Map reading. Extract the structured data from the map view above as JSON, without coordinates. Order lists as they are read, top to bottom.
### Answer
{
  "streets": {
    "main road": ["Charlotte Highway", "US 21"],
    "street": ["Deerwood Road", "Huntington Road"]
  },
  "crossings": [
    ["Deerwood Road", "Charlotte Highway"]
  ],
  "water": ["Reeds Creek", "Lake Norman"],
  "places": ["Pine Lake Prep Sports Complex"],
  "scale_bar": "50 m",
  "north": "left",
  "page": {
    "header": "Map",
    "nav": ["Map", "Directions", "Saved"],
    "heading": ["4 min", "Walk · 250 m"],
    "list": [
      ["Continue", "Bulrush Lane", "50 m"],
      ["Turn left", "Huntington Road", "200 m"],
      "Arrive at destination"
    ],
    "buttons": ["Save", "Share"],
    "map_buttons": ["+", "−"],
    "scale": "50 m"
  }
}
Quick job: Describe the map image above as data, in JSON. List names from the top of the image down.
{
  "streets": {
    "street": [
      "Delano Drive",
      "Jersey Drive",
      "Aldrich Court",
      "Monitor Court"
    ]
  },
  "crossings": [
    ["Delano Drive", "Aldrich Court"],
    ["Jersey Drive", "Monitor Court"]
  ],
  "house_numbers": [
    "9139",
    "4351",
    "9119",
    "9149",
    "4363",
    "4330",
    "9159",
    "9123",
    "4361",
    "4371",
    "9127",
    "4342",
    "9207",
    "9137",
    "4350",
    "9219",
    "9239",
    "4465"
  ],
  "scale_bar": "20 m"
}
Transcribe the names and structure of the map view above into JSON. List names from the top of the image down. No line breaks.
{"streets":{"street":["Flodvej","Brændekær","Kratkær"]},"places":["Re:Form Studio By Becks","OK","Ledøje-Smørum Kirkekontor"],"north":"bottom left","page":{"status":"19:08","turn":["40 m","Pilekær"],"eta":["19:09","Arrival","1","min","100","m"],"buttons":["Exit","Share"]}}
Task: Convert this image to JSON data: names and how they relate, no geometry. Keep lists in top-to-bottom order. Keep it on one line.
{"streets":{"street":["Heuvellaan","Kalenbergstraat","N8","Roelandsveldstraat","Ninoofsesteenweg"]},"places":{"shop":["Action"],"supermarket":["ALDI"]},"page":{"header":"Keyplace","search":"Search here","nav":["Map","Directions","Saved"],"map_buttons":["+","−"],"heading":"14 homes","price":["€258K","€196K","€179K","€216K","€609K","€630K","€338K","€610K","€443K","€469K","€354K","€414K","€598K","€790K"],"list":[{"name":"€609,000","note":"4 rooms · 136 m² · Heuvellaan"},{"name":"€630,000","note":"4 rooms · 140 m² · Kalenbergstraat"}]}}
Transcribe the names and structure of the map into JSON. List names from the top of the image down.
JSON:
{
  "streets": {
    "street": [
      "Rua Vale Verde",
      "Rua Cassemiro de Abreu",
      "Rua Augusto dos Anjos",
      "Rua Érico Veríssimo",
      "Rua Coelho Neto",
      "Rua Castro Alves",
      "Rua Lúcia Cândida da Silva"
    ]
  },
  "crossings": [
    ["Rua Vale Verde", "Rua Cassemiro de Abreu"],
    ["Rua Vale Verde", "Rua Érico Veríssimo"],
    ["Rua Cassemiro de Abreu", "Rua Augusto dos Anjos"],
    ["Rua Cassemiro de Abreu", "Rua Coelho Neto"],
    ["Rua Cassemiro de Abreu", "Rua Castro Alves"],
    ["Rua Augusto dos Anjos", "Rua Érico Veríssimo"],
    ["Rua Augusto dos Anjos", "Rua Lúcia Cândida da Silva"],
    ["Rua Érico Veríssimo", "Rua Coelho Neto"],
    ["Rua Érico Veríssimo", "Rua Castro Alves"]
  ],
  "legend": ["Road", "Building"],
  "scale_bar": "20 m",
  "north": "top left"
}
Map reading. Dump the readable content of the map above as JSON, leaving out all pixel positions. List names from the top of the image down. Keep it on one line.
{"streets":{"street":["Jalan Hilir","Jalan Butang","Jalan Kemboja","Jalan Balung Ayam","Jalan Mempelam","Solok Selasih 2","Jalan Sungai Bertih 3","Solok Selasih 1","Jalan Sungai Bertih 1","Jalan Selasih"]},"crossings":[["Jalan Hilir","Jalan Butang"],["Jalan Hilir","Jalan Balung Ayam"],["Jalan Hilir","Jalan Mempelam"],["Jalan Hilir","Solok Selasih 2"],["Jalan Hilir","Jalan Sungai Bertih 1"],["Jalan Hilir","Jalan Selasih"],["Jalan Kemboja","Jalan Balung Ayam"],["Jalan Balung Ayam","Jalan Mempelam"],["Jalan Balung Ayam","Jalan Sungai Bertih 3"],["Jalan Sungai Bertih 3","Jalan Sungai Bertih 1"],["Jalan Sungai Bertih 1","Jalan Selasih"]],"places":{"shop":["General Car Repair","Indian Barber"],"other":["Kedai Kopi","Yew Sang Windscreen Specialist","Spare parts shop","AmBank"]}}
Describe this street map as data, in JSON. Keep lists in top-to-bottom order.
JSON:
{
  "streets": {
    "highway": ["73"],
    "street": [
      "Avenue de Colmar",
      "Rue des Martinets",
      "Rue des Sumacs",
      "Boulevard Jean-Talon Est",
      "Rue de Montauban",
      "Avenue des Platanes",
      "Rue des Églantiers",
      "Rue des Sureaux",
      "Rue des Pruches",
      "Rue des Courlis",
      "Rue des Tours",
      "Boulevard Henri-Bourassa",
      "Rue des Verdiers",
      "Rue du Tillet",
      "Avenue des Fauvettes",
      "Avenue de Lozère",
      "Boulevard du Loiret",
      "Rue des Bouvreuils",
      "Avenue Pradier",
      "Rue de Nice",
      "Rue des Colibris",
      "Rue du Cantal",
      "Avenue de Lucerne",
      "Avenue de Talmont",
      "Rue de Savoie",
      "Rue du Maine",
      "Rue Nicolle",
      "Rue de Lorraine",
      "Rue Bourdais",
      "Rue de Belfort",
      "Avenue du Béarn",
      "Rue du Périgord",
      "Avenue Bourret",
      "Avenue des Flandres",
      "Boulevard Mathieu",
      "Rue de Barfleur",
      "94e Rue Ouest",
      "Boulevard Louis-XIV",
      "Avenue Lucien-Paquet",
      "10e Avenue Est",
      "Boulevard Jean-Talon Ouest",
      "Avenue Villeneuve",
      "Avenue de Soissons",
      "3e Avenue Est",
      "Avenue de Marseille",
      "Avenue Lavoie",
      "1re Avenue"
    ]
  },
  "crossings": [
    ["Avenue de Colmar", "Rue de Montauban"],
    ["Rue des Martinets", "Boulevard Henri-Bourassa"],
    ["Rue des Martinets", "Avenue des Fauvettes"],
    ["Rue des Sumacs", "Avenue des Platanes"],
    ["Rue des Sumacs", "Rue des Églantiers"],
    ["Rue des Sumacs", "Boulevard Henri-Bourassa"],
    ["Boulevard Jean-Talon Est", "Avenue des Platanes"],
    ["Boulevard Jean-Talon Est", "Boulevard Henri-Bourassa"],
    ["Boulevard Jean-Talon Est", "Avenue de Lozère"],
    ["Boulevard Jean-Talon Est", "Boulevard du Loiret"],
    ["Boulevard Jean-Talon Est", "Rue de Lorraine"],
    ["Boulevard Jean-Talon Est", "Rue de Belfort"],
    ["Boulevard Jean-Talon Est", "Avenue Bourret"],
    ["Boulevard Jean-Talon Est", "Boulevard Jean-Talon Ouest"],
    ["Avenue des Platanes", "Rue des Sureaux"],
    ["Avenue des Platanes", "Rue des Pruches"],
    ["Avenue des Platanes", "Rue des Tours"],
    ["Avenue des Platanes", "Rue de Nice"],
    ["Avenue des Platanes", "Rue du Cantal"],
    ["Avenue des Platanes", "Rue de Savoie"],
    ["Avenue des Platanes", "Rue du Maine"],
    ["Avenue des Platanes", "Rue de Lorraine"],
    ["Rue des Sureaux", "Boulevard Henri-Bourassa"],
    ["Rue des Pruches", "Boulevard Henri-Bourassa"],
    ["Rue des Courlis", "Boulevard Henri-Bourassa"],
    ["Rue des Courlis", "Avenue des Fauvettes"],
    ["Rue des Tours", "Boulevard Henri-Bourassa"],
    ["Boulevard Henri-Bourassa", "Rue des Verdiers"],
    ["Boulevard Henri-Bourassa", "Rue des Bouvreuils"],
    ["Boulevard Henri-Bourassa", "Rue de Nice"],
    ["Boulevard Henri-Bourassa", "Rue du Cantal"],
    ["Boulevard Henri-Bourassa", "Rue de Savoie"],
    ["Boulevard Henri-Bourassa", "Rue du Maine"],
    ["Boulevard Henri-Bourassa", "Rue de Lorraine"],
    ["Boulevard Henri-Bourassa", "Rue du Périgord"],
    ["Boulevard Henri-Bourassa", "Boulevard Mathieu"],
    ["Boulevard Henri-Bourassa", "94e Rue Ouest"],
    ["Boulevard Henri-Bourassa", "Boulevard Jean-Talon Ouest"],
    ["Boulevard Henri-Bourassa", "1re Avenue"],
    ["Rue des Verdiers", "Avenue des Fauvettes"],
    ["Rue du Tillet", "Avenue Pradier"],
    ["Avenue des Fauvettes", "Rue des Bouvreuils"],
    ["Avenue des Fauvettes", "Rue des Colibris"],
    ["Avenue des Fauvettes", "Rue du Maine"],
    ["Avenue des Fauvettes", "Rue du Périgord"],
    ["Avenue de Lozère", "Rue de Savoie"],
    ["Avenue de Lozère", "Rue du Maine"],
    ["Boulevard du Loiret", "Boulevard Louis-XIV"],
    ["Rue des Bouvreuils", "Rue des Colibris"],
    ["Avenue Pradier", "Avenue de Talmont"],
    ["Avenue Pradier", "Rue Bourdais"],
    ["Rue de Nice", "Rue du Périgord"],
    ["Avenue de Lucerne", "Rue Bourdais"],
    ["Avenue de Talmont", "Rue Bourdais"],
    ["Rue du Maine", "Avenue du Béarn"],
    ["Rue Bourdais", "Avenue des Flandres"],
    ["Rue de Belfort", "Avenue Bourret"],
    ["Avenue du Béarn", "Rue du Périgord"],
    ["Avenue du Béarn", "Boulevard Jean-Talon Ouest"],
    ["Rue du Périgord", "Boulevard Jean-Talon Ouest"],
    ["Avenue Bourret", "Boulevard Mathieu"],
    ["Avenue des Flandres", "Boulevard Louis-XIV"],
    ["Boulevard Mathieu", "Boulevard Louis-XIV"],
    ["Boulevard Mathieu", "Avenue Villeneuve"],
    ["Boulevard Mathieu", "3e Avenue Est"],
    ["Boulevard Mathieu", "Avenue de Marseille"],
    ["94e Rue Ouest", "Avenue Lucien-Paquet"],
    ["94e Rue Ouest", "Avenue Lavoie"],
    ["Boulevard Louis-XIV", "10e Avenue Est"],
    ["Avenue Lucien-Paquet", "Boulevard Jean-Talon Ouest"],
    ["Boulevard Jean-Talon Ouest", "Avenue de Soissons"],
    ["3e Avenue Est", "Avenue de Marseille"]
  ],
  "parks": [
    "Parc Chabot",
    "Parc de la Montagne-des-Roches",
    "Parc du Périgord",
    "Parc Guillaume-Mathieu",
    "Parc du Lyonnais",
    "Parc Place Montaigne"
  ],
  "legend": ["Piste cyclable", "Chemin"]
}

● **What is required**:
Extract, from the listing above, every line where the string "lists" occurs.

● **Result for this task**:
Map reading. Extract the structured data from the map view above as JSON, without coordinates. Order lists as they are read, top to bottom.
Task: Convert this image to JSON data: names and how they relate, no geometry. Keep lists in top-to-bottom order. Keep it on one line.
Describe this street map as data, in JSON. Keep lists in top-to-bottom order.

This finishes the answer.